The new term `w_3 * (x_1 * x_2)` lets the model represent nonlinear behavior. The slope of `y` with respect to `x_1` now depends on the value of `x_2`, which is the defining property of an interaction effect in classical regression analysis.

Higher-order crosses are also possible. A degree-3 cross of features *A*, *B*, and *C* would be `A * B * C`. These higher-order interactions grow in number very quickly. With *n* features and degree *d*, the count of possible crosses is on the order of *n^d*, so practitioners must be selective about which crosses to include.

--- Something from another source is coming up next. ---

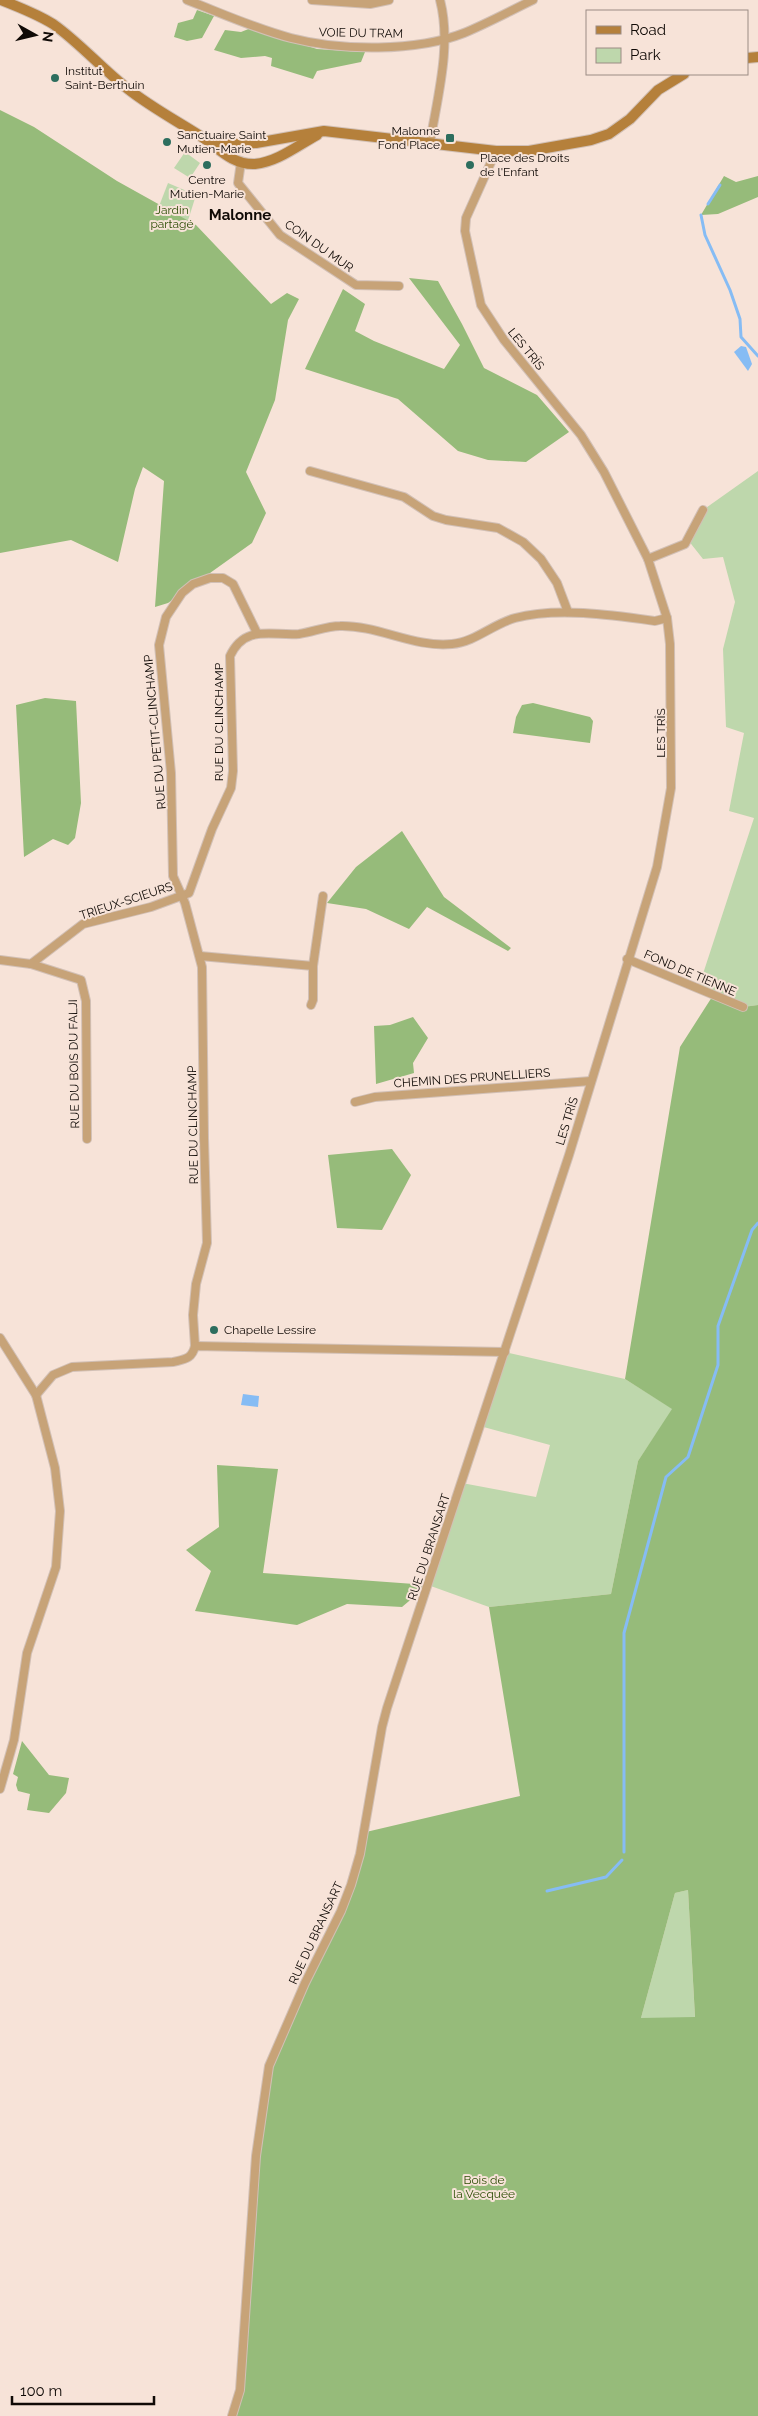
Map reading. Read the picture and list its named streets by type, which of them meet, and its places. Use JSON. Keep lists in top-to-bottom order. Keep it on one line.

### categorical feature crosses

For [categorical data](/wiki/categorical_data), a feature cross is the **Cartesian product** of the value sets. If feature *X* has values {red, blue} and feature *Y* has values {small, large}, the crossed feature *X x Y* has four possible values: {red_small, red_large, blue_small, blue_large}.

After the cross is formed, each combination is typically represented through [one-hot encoding](/wiki/one-hot_encoding). The resulting vector has one dimension per unique combination, with a 1 in the position corresponding to the observed pair and 0 everywhere else.

| Feature X | Feature Y | Crossed Feature (X x Y) |
|-----------|-----------|-------------------------|
| red       | small     | red_small               |
| red       | large     | red_large               |
| blue      | small     | blue_small              |
| blue      | large     | blue_large              |

This encoding lets the model learn a separate weight for every combination, giving it far more expressive power than treating each feature independently. A canonical worked example from Google's documentation crosses `city` (e.g., New York, Boston, Seattle) with `weather` (e.g., sunny, rainy, snowy).[10] The crossed feature contains values such as `Boston_rainy` or `Seattle_snowy`, and a linear model can learn that, say, `Seattle_snowy` strongly predicts a delivery delay even when neither `Seattle` nor `snowy` alone is very informative on its own.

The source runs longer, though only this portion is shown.